____ Recorded data

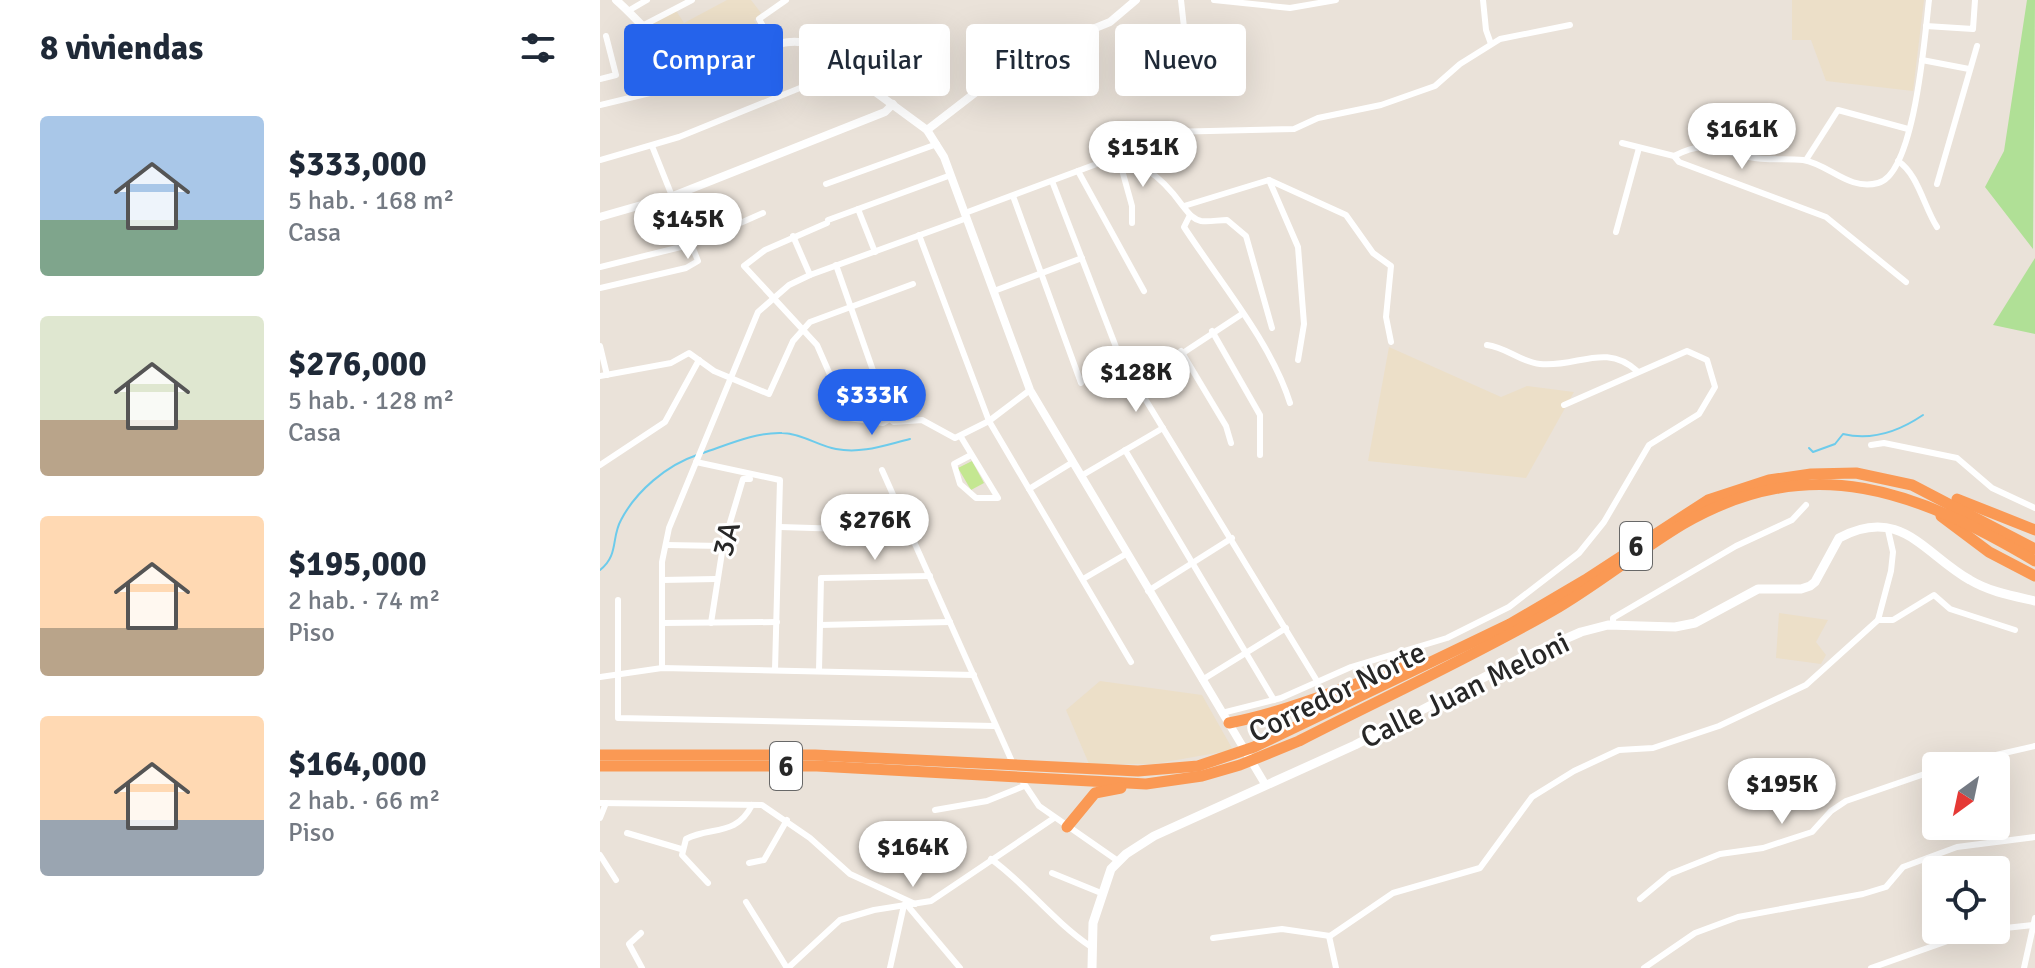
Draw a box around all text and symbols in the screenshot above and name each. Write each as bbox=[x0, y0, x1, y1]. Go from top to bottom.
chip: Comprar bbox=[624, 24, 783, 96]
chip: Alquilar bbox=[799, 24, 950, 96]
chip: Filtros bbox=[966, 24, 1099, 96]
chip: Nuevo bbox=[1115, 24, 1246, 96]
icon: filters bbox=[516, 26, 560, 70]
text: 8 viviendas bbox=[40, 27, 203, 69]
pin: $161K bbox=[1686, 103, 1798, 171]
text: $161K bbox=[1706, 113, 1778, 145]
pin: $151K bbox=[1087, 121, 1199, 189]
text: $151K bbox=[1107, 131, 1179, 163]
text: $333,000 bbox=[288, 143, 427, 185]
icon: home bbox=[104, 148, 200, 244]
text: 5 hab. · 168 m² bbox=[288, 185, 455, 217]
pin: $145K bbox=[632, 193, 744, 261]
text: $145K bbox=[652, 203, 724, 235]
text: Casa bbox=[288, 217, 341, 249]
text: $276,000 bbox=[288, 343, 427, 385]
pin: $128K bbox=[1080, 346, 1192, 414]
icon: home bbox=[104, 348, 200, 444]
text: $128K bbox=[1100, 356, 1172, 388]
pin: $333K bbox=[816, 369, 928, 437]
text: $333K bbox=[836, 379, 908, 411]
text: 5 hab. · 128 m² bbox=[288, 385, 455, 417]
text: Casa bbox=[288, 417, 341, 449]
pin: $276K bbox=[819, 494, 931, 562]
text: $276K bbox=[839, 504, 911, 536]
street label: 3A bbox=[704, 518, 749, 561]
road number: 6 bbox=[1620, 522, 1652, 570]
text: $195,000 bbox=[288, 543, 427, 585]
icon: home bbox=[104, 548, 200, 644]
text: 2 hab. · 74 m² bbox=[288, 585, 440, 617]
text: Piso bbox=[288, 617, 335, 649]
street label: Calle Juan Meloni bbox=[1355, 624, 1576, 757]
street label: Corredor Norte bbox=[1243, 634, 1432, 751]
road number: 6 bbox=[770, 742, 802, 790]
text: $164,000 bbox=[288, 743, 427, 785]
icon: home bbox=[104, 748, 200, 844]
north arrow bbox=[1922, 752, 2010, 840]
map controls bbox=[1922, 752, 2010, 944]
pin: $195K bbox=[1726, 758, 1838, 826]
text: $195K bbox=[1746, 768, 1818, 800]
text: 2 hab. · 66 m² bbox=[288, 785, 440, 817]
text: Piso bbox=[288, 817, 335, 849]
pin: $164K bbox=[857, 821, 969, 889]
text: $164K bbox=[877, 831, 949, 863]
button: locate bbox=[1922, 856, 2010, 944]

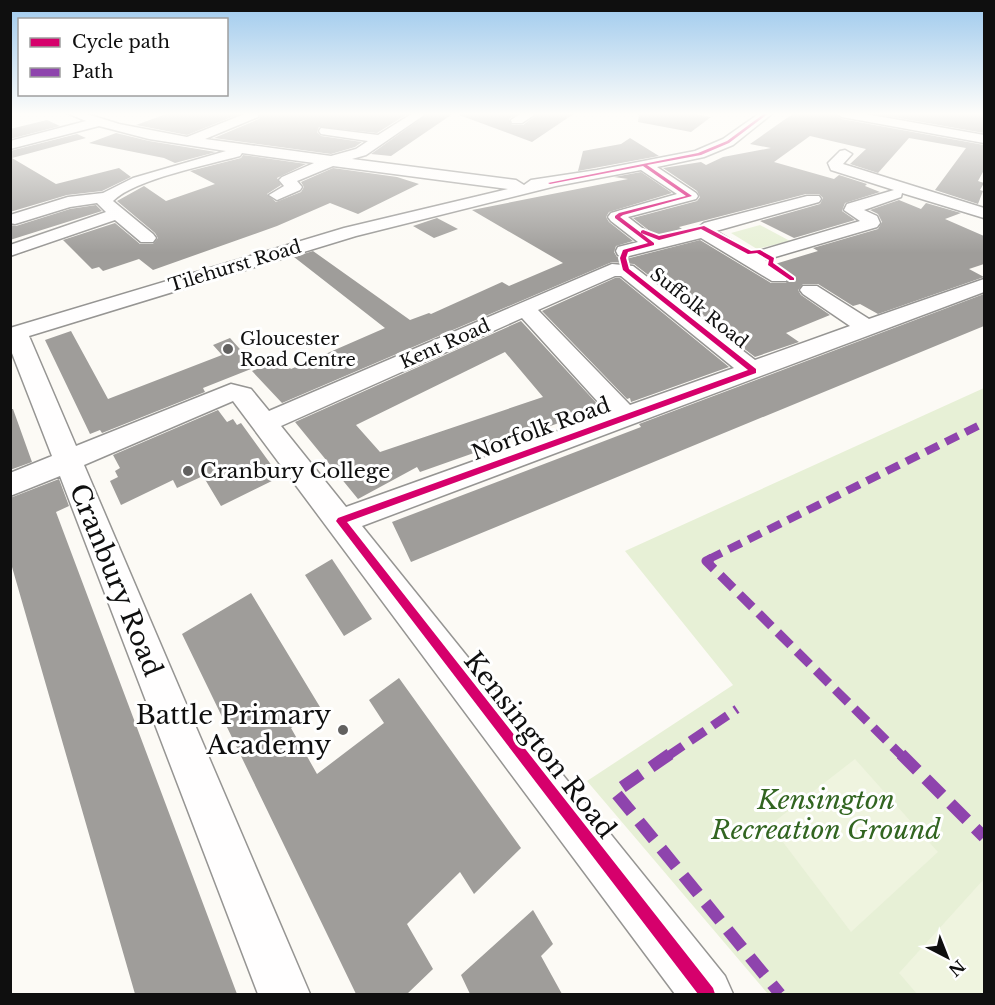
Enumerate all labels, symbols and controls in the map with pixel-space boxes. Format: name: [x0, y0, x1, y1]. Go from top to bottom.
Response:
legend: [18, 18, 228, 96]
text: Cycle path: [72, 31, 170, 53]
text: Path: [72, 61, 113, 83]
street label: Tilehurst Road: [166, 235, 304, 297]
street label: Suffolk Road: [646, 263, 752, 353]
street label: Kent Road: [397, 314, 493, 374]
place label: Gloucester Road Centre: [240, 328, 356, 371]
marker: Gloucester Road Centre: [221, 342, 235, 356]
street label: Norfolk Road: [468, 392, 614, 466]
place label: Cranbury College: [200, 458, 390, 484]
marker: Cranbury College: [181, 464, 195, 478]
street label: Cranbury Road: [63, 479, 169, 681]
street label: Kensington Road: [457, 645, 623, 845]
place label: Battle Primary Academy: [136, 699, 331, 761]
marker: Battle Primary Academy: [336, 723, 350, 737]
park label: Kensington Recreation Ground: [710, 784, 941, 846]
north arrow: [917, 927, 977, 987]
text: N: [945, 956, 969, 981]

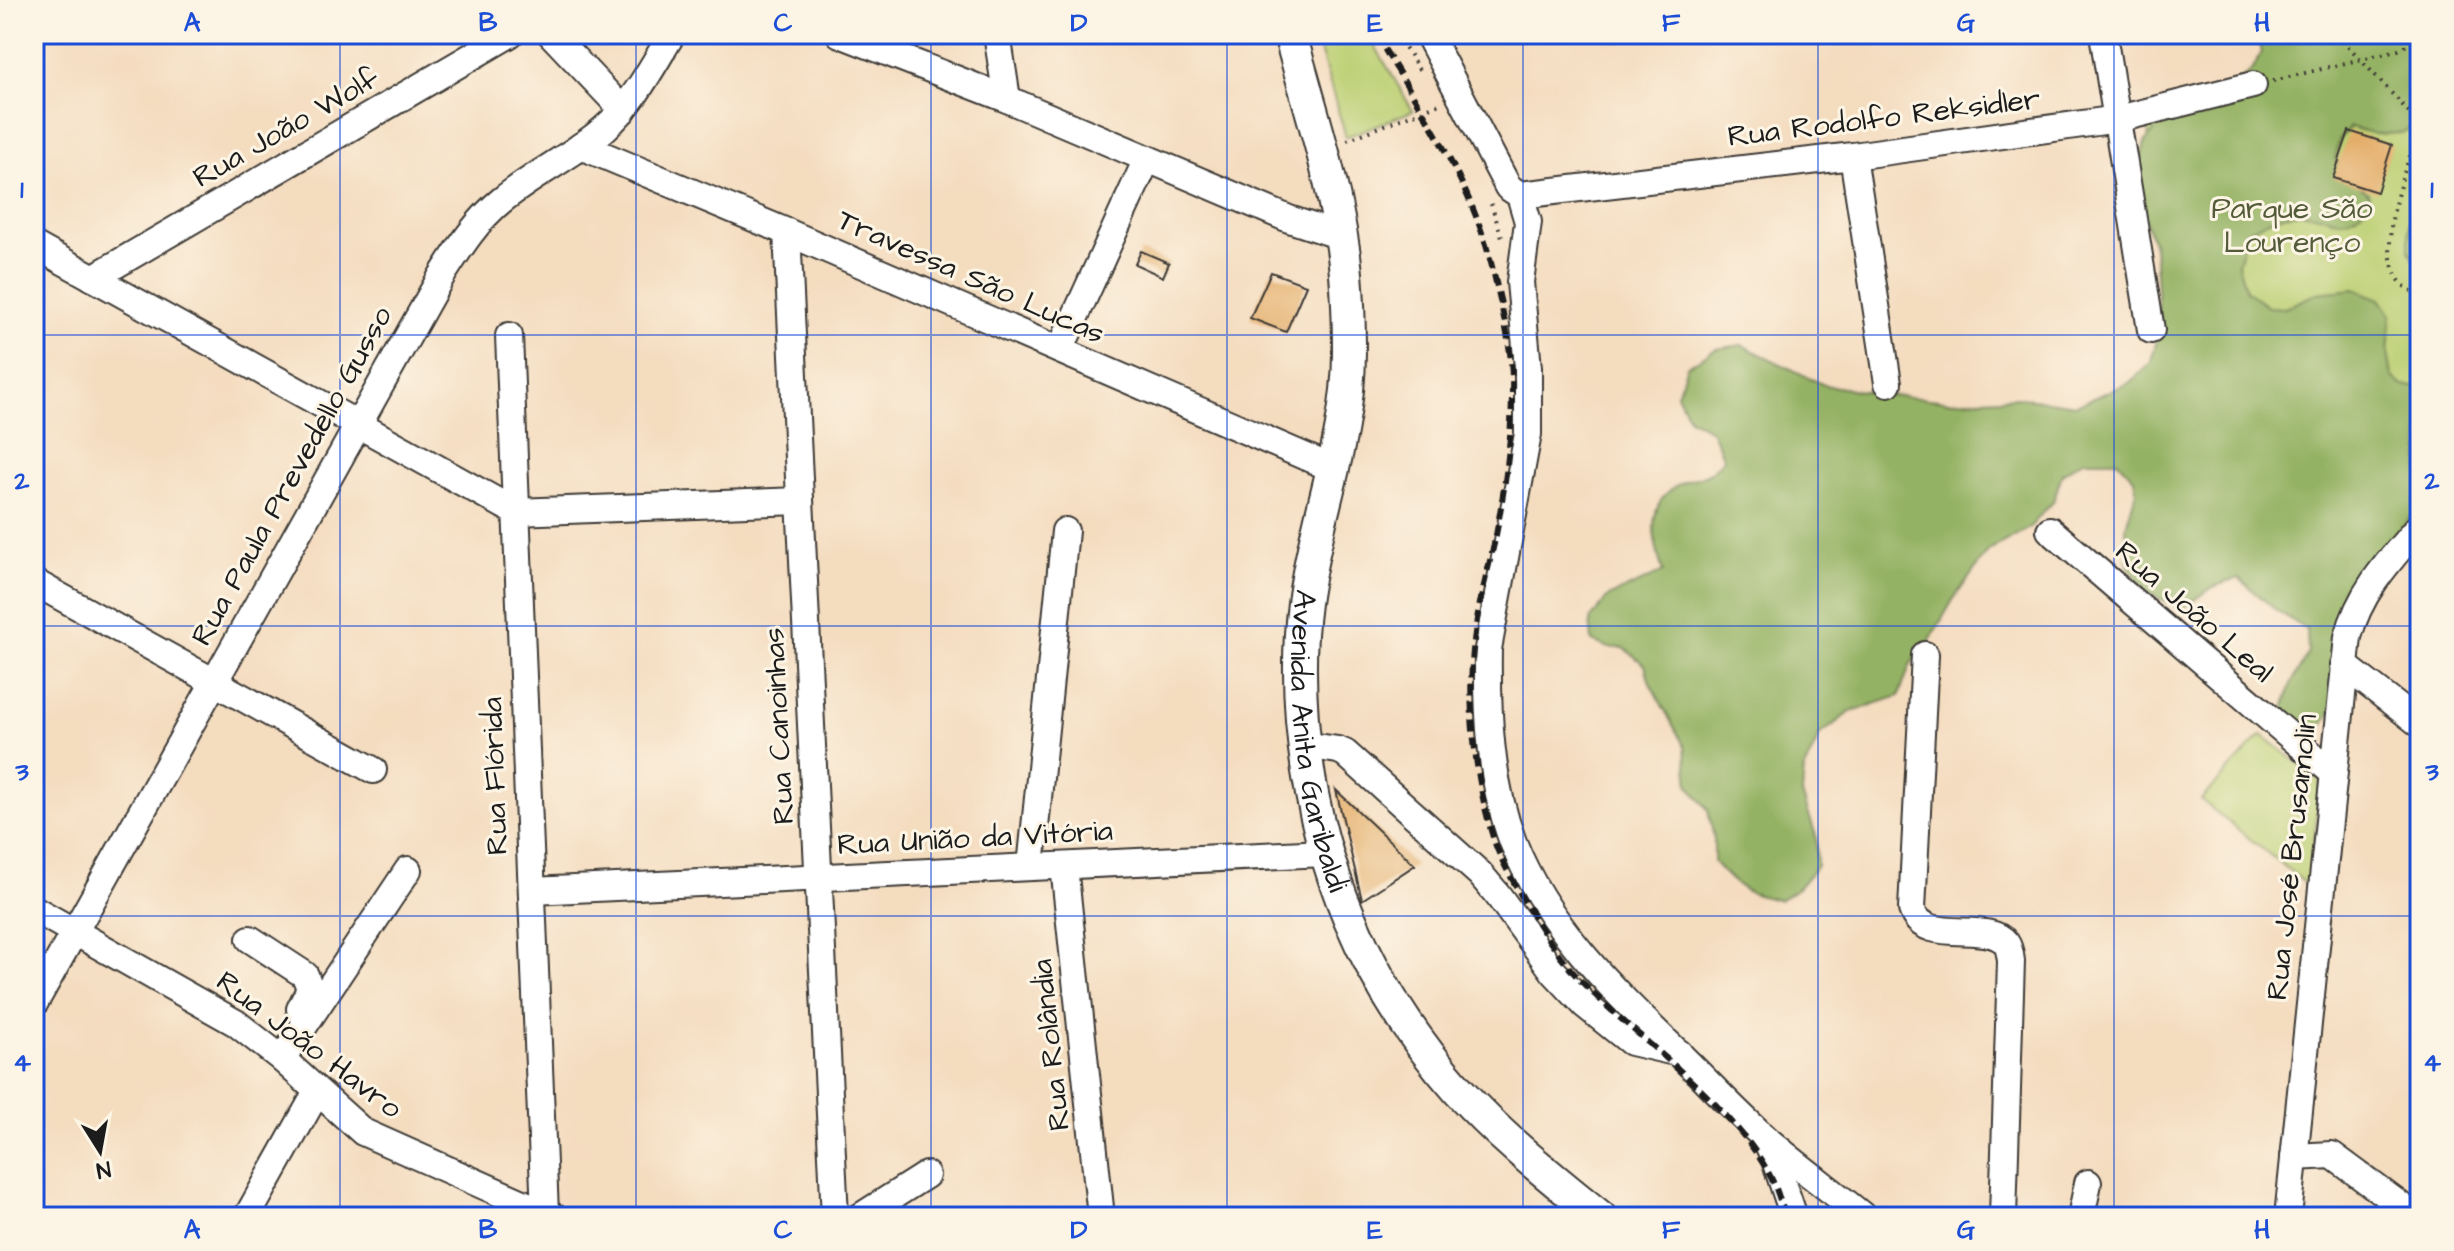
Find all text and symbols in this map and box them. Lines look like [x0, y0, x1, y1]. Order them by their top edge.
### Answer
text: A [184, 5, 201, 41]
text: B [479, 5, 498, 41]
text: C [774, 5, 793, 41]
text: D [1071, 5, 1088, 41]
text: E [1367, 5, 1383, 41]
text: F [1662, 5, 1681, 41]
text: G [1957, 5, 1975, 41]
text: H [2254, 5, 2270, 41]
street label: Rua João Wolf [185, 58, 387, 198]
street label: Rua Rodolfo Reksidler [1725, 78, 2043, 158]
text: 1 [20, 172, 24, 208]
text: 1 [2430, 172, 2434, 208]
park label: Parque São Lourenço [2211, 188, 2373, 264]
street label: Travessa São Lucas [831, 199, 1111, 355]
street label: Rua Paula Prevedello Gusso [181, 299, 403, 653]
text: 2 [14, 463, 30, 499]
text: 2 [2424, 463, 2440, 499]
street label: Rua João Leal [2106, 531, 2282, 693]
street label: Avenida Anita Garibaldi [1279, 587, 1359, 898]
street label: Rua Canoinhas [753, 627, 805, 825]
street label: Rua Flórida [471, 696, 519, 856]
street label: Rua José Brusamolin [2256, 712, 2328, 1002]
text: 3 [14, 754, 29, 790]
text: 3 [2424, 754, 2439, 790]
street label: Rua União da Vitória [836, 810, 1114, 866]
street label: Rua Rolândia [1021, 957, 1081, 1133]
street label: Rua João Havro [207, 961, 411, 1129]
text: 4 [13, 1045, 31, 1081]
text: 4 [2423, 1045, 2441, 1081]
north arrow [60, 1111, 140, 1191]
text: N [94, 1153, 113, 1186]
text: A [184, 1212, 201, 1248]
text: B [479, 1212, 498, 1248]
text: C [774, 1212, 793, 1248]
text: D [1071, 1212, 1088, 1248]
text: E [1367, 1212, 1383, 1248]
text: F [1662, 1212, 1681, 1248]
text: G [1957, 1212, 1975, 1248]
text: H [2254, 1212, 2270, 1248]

________

_How to complete this task_. Set down the entries exactly as they appear, with every picture left out.

_Answer_.
Draw a box around all text and symbols in the screenshot above and name each. Write each as bbox=[x0, y0, x1, y1]. Go from top to bottom.
chip: Comprar bbox=[624, 24, 783, 96]
chip: Alquilar bbox=[799, 24, 950, 96]
chip: Filtros bbox=[966, 24, 1099, 96]
chip: Nuevo bbox=[1115, 24, 1246, 96]
icon: filters bbox=[516, 26, 560, 70]
text: 8 viviendas bbox=[40, 27, 203, 69]
pin: $161K bbox=[1686, 103, 1798, 171]
text: $161K bbox=[1706, 113, 1778, 145]
pin: $151K bbox=[1087, 121, 1199, 189]
text: $151K bbox=[1107, 131, 1179, 163]
text: $333,000 bbox=[288, 143, 427, 185]
icon: home bbox=[104, 148, 200, 244]
text: 5 hab. · 168 m² bbox=[288, 185, 455, 217]
pin: $145K bbox=[632, 193, 744, 261]
text: $145K bbox=[652, 203, 724, 235]
text: Casa bbox=[288, 217, 341, 249]
text: $276,000 bbox=[288, 343, 427, 385]
pin: $128K bbox=[1080, 346, 1192, 414]
icon: home bbox=[104, 348, 200, 444]
text: $128K bbox=[1100, 356, 1172, 388]
pin: $333K bbox=[816, 369, 928, 437]
text: $333K bbox=[836, 379, 908, 411]
text: 5 hab. · 128 m² bbox=[288, 385, 455, 417]
text: Casa bbox=[288, 417, 341, 449]
pin: $276K bbox=[819, 494, 931, 562]
text: $276K bbox=[839, 504, 911, 536]
street label: 3A bbox=[704, 518, 749, 561]
road number: 6 bbox=[1620, 522, 1652, 570]
text: $195,000 bbox=[288, 543, 427, 585]
icon: home bbox=[104, 548, 200, 644]
text: 2 hab. · 74 m² bbox=[288, 585, 440, 617]
text: Piso bbox=[288, 617, 335, 649]
street label: Calle Juan Meloni bbox=[1355, 624, 1576, 757]
street label: Corredor Norte bbox=[1243, 634, 1432, 751]
road number: 6 bbox=[770, 742, 802, 790]
text: $164,000 bbox=[288, 743, 427, 785]
icon: home bbox=[104, 748, 200, 844]
north arrow bbox=[1922, 752, 2010, 840]
map controls bbox=[1922, 752, 2010, 944]
pin: $195K bbox=[1726, 758, 1838, 826]
text: $195K bbox=[1746, 768, 1818, 800]
text: 2 hab. · 66 m² bbox=[288, 785, 440, 817]
text: Piso bbox=[288, 817, 335, 849]
pin: $164K bbox=[857, 821, 969, 889]
text: $164K bbox=[877, 831, 949, 863]
button: locate bbox=[1922, 856, 2010, 944]

Enumerate all labels, symbols and controls in the map with pixel-space boxes. Format: name: [x0, y0, x1, y1]. Go from top to bottom.
Response:
legend: [18, 18, 228, 96]
text: Cycle path: [72, 31, 170, 53]
text: Path: [72, 61, 113, 83]
street label: Tilehurst Road: [166, 235, 304, 297]
street label: Suffolk Road: [646, 263, 752, 353]
street label: Kent Road: [397, 314, 493, 374]
place label: Gloucester Road Centre: [240, 328, 356, 371]
marker: Gloucester Road Centre: [221, 342, 235, 356]
street label: Norfolk Road: [468, 392, 614, 466]
place label: Cranbury College: [200, 458, 390, 484]
marker: Cranbury College: [181, 464, 195, 478]
street label: Cranbury Road: [63, 479, 169, 681]
street label: Kensington Road: [457, 645, 623, 845]
place label: Battle Primary Academy: [136, 699, 331, 761]
marker: Battle Primary Academy: [336, 723, 350, 737]
park label: Kensington Recreation Ground: [710, 784, 941, 846]
north arrow: [917, 927, 977, 987]
text: N: [945, 956, 969, 981]

Find all text and symbols in this map and box them. Lines look like [x0, y0, x1, y1]. Order them by their top edge.
### Answer
text: A [184, 5, 201, 41]
text: B [479, 5, 498, 41]
text: C [774, 5, 793, 41]
text: D [1071, 5, 1088, 41]
text: E [1367, 5, 1383, 41]
text: F [1662, 5, 1681, 41]
text: G [1957, 5, 1975, 41]
text: H [2254, 5, 2270, 41]
street label: Rua João Wolf [185, 58, 387, 198]
street label: Rua Rodolfo Reksidler [1725, 78, 2043, 158]
text: 1 [20, 172, 24, 208]
text: 1 [2430, 172, 2434, 208]
park label: Parque São Lourenço [2211, 188, 2373, 264]
street label: Travessa São Lucas [831, 199, 1111, 355]
street label: Rua Paula Prevedello Gusso [181, 299, 403, 653]
text: 2 [14, 463, 30, 499]
text: 2 [2424, 463, 2440, 499]
street label: Rua João Leal [2106, 531, 2282, 693]
street label: Avenida Anita Garibaldi [1279, 587, 1359, 898]
street label: Rua Canoinhas [753, 627, 805, 825]
street label: Rua Flórida [471, 696, 519, 856]
street label: Rua José Brusamolin [2256, 712, 2328, 1002]
text: 3 [14, 754, 29, 790]
text: 3 [2424, 754, 2439, 790]
street label: Rua União da Vitória [836, 810, 1114, 866]
street label: Rua Rolândia [1021, 957, 1081, 1133]
street label: Rua João Havro [207, 961, 411, 1129]
text: 4 [13, 1045, 31, 1081]
text: 4 [2423, 1045, 2441, 1081]
north arrow [60, 1111, 140, 1191]
text: N [94, 1153, 113, 1186]
text: A [184, 1212, 201, 1248]
text: B [479, 1212, 498, 1248]
text: C [774, 1212, 793, 1248]
text: D [1071, 1212, 1088, 1248]
text: E [1367, 1212, 1383, 1248]
text: F [1662, 1212, 1681, 1248]
text: G [1957, 1212, 1975, 1248]
text: H [2254, 1212, 2270, 1248]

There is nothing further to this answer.